Why is the topological definition of continuous the way it is?

The "normal" definition goes like this:

It is claimed that, at fixed point, for any given ball $B_\epsilon$ of radius $\epsilon$ in the image, there exists a ball $B_\delta$, in the preimage, of radius $\delta$ such that $Im (B_\delta) \subset B_\epsilon$. This is the implication $$(...) < \delta \implies (...) < \epsilon $$

Very informally, you could compare the statement, for continuous $f$,

For any ball $B_\epsilon$ in the image, you can find a ball $B_\delta$ mapping into $B_\epsilon$

and

For any ball $B_\epsilon$ in the image, its preimage contains a ball $B_\delta$

and

The preimages of open sets are open.

In topological spaces, the last one is often taken as a definition.


Regarding your interpretation

IF $U \subseteq Y$ is open THEN $f^{−1}(U)$ is open

This is perfectly valid and translates as "IF you give me an $\epsilon$ THEN I can find you a corresponding $\delta$".

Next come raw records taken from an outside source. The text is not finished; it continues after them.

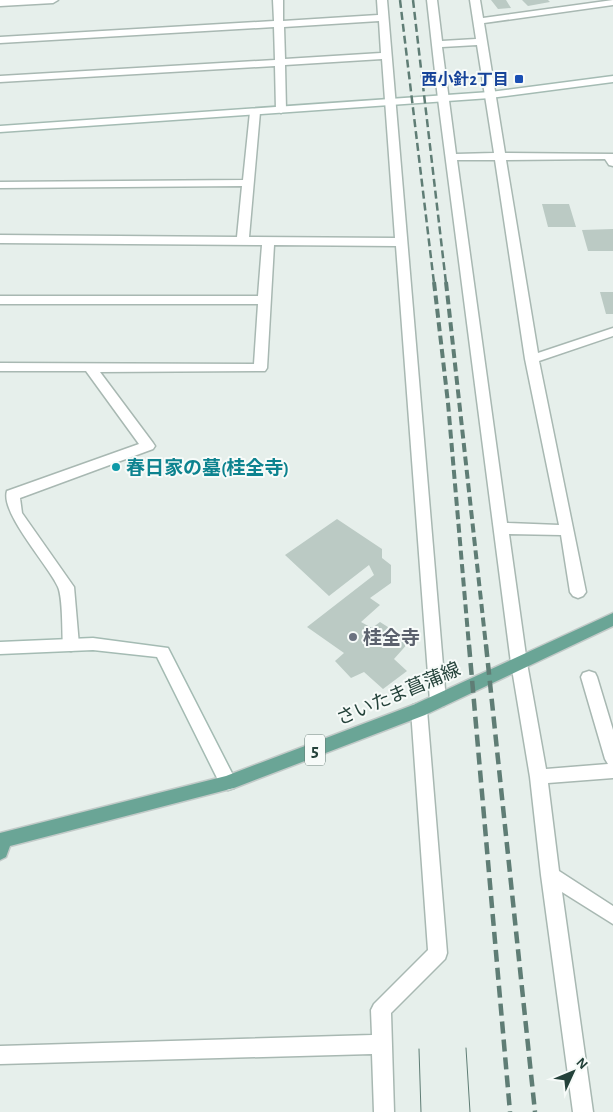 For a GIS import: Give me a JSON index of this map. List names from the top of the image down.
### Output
{
  "streets": {
    "main road": ["さいたま菖蒲線", "5"]
  },
  "places": {
    "transit": ["西小針2丁目"],
    "other": ["春日家の墓(桂全寺)", "桂全寺"]
  },
  "north": "top right"
} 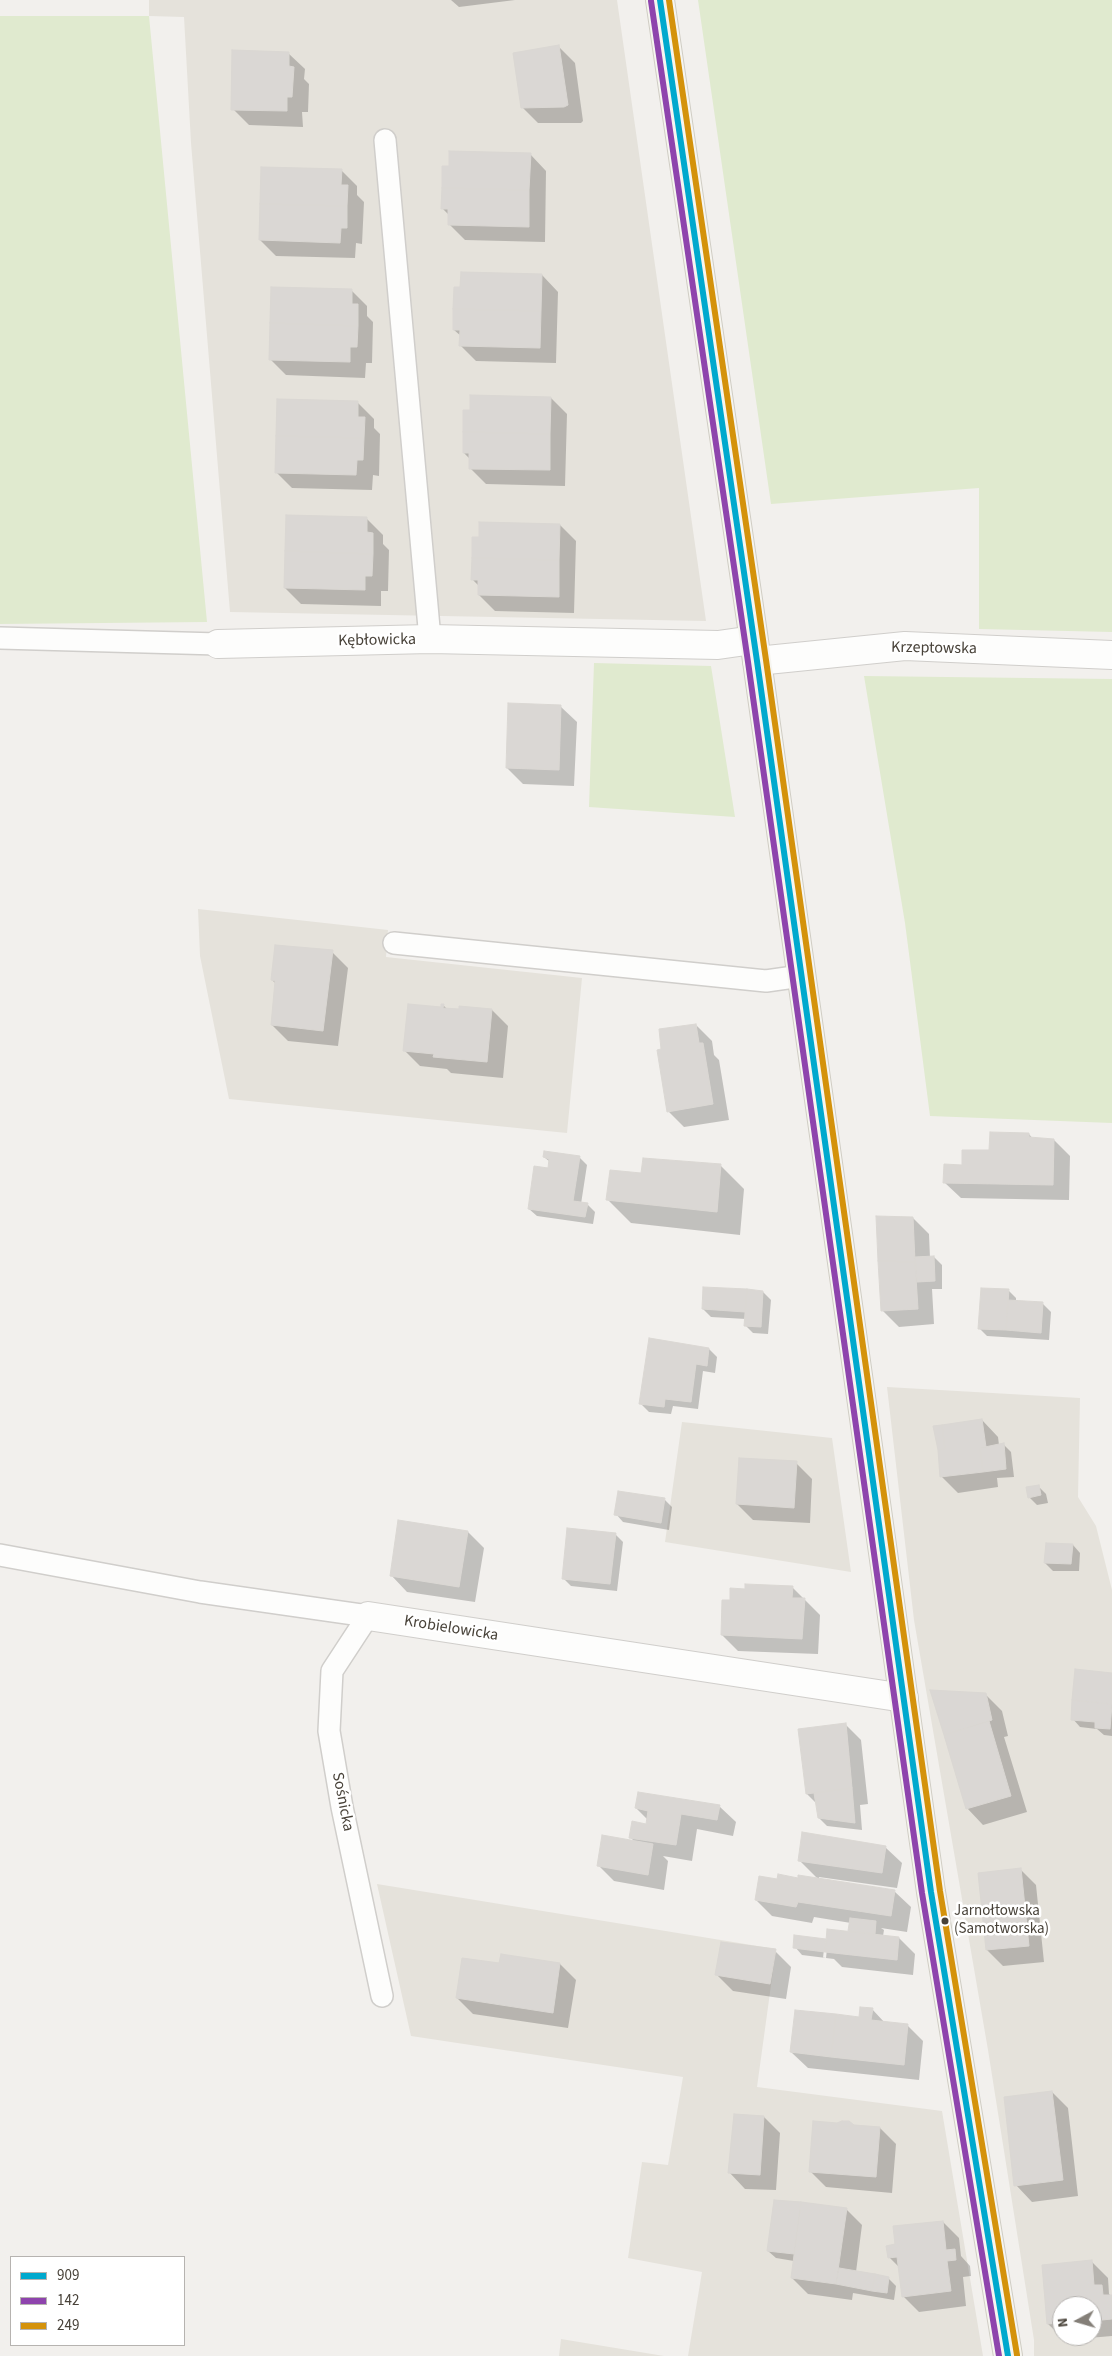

Regarding the implication, let me explain in this way, to show what happens with that implication:

Let $U \subset Y$ be open, then for this set you can have its preimage, $f^{-1}(U) \subset X$, which is the set that satisfies: $$x \in f^{-1}(U) \implies f(x) \in U $$ So now you can freely say:

For any open $U \subset Y$, there is a set $f^{-1}(U) \subset X.$

If is just so happens, that $f^{-1}(U)$ is open for any open $U$, then we call $f$ continuous. Translating, this means that if it just so happens that for any given radius $\epsilon$, can find a corresponding $\delta$ such that $$ x\in B_\delta \implies f(x) \in B_\epsilon, $$ then $f$ is continuous.


A few more details:

You have be rather careful when you state exactly what you mean with mapping "nearby points to nearby points".

Given a metric, we can always have balls as subsets of that space. The open sets are precisely those that, for each $x$, have some ball around them completely contained in the open set. This is true regardless of whether the open set is a union of open intervals, the whole space, a single interval, or any other open set.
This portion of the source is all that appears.